> **SOURCE MATERIAL**

==========

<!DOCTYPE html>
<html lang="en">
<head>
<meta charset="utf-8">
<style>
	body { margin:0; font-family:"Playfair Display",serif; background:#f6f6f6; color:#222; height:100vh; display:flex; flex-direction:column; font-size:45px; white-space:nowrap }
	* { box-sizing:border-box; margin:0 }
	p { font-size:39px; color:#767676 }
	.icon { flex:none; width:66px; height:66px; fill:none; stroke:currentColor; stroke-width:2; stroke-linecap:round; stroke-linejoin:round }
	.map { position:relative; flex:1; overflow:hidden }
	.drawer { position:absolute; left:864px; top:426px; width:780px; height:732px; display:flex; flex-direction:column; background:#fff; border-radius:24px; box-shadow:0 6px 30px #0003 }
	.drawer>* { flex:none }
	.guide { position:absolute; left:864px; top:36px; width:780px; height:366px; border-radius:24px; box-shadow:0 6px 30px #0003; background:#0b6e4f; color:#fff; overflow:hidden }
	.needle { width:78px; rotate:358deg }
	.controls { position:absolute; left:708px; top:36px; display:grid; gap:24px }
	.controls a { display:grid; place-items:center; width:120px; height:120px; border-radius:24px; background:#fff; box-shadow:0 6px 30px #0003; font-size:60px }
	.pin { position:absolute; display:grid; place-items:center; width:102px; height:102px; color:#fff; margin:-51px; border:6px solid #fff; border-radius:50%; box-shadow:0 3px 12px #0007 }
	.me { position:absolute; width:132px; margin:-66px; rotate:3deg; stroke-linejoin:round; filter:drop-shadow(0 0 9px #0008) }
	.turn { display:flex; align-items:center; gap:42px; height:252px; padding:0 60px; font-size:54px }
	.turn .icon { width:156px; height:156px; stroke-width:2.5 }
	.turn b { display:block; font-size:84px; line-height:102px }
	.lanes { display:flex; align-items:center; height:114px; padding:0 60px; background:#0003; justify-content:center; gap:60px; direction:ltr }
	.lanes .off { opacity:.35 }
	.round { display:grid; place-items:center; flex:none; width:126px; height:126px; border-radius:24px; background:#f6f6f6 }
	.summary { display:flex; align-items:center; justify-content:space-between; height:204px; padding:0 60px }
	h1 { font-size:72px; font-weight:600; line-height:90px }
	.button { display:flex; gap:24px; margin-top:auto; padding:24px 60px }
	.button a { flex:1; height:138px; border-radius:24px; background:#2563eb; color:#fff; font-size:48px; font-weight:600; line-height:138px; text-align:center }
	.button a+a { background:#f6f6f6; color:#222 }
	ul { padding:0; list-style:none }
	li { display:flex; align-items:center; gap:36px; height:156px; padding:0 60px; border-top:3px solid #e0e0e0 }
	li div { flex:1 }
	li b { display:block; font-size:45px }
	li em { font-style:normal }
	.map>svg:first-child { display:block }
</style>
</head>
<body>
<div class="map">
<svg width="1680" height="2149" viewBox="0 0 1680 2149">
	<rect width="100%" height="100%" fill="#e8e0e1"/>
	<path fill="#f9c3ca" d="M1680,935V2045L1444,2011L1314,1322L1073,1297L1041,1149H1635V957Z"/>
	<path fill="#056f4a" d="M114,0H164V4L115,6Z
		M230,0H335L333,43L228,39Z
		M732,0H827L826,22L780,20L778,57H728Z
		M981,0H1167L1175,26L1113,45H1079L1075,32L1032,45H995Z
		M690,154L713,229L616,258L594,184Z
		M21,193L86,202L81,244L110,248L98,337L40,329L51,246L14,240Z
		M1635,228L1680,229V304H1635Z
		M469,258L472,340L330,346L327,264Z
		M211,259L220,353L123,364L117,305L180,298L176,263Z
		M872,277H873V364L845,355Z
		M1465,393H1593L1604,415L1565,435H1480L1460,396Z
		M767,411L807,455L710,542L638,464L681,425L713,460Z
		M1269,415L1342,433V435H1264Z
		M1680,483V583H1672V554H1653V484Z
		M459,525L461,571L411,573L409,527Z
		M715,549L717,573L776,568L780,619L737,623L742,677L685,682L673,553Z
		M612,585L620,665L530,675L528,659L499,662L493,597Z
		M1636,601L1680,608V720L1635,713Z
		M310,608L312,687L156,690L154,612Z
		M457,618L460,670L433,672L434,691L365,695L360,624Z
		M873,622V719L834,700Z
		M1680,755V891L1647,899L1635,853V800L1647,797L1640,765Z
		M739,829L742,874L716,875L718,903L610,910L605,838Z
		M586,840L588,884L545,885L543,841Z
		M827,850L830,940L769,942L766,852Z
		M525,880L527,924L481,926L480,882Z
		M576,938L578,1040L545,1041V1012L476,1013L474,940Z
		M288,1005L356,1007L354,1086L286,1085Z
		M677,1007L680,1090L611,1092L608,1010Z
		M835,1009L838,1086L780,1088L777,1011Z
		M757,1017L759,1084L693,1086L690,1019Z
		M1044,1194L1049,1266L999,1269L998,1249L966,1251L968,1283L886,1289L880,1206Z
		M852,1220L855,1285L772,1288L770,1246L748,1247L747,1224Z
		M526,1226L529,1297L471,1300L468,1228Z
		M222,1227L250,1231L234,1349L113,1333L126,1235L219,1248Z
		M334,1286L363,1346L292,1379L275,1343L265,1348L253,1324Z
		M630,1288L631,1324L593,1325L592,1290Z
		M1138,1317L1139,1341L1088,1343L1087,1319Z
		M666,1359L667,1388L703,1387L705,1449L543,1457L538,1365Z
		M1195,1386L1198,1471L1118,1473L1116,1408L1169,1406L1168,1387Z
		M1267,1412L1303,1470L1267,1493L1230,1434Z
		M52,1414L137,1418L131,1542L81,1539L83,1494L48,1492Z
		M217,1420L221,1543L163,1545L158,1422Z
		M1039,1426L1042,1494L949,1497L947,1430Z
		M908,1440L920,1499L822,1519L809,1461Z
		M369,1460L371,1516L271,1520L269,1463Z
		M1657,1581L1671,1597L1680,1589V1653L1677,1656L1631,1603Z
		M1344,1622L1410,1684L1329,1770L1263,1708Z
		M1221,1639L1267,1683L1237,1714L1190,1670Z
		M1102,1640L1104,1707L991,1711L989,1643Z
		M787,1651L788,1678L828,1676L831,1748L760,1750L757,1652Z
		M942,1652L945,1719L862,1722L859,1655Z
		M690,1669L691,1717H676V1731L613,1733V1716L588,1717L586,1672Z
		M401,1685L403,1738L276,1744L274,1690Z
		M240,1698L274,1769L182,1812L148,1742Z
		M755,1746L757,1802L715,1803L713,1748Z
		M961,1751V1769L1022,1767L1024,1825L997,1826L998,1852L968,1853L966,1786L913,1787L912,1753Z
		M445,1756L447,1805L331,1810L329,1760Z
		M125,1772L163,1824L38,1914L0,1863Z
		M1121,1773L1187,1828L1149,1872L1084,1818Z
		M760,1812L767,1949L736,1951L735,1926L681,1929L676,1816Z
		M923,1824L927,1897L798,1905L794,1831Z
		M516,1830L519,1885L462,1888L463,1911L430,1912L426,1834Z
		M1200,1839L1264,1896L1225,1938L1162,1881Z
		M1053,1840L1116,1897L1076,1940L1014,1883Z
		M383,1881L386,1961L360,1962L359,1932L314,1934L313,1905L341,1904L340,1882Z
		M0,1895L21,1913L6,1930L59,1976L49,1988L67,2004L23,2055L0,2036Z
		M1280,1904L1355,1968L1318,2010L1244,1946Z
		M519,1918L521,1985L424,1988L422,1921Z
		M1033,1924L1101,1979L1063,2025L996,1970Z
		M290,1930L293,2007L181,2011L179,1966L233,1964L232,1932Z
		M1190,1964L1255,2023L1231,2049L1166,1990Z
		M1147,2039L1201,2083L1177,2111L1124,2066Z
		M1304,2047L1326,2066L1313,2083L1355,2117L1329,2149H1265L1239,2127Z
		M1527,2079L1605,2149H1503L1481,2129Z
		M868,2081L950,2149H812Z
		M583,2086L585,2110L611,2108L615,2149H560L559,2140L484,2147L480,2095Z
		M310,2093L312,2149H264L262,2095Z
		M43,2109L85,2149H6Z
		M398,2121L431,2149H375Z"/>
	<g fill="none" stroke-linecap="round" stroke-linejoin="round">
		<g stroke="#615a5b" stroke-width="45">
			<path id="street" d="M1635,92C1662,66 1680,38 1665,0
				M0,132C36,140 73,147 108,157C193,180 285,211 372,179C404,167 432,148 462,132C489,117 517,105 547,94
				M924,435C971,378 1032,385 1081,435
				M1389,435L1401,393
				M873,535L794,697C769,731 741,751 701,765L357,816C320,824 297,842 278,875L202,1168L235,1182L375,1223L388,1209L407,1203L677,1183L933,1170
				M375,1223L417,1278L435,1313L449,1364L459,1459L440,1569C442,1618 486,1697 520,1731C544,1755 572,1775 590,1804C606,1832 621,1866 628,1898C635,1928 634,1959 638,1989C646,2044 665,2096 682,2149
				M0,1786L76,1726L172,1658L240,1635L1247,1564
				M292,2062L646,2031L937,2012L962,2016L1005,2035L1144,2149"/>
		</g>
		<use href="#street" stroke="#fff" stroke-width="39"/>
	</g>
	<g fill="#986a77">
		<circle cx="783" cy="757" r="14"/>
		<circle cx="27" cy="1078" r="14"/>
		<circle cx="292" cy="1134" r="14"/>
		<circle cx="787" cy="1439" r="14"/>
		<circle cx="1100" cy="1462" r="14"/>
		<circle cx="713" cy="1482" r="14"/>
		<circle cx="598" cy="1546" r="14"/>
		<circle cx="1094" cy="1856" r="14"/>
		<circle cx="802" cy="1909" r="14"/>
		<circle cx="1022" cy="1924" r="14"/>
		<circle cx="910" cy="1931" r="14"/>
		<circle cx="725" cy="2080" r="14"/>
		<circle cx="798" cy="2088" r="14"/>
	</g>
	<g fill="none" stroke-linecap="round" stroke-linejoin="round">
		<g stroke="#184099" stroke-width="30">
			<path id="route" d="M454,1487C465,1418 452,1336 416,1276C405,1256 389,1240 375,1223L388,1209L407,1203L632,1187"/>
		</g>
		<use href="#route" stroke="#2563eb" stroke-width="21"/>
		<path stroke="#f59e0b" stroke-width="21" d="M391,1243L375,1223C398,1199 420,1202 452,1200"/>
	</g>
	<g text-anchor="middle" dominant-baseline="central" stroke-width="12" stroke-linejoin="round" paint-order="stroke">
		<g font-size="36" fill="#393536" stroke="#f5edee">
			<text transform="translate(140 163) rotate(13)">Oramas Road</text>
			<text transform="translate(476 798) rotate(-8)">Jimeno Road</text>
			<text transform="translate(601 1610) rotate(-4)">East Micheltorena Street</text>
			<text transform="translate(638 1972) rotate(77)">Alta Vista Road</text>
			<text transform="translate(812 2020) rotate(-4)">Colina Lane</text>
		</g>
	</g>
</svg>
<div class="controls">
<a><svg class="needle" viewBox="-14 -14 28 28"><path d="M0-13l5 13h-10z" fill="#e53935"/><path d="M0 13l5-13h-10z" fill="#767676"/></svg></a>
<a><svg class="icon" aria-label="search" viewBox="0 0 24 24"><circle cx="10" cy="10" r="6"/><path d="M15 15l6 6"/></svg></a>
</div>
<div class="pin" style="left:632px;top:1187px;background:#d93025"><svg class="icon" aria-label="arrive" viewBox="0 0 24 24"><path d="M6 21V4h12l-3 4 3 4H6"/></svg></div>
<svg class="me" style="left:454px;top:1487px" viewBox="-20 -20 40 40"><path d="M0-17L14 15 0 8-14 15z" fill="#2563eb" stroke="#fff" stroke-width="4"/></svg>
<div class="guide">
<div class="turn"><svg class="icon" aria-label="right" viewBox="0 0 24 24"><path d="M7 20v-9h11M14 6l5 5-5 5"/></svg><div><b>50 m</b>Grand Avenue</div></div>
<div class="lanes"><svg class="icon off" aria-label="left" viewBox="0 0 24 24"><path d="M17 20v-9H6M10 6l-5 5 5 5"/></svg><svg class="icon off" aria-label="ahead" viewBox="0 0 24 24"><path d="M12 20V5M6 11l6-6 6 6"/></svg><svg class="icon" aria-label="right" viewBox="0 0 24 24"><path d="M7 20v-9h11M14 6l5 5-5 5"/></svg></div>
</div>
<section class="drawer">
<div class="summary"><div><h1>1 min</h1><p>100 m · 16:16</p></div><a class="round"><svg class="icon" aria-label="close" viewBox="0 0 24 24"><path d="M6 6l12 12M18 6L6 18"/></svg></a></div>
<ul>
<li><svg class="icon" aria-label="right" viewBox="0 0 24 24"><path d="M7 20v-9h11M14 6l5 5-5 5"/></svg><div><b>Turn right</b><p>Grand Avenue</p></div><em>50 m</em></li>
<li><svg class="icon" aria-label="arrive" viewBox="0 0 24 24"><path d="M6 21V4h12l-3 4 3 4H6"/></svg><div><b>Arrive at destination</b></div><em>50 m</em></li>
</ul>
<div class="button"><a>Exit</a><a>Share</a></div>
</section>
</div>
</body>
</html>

==========

> **YOUR ASSIGNMENT**
Which lines above contain the word "position"? Copy all of them.

> **RESULT OF THE TASK**
	.map { position:relative; flex:1; overflow:hidden }
	.drawer { position:absolute; left:864px; top:426px; width:780px; height:732px; display:flex; flex-direction:column; background:#fff; border-radius:24px; box-shadow:0 6px 30px #0003 }
	.guide { position:absolute; left:864px; top:36px; width:780px; height:366px; border-radius:24px; box-shadow:0 6px 30px #0003; background:#0b6e4f; color:#fff; overflow:hidden }
	.controls { position:absolute; left:708px; top:36px; display:grid; gap:24px }
	.pin { position:absolute; display:grid; place-items:center; width:102px; height:102px; color:#fff; margin:-51px; border:6px solid #fff; border-radius:50%; box-shadow:0 3px 12px #0007 }
	.me { position:absolute; width:132px; margin:-66px; rotate:3deg; stroke-linejoin:round; filter:drop-shadow(0 0 9px #0008) }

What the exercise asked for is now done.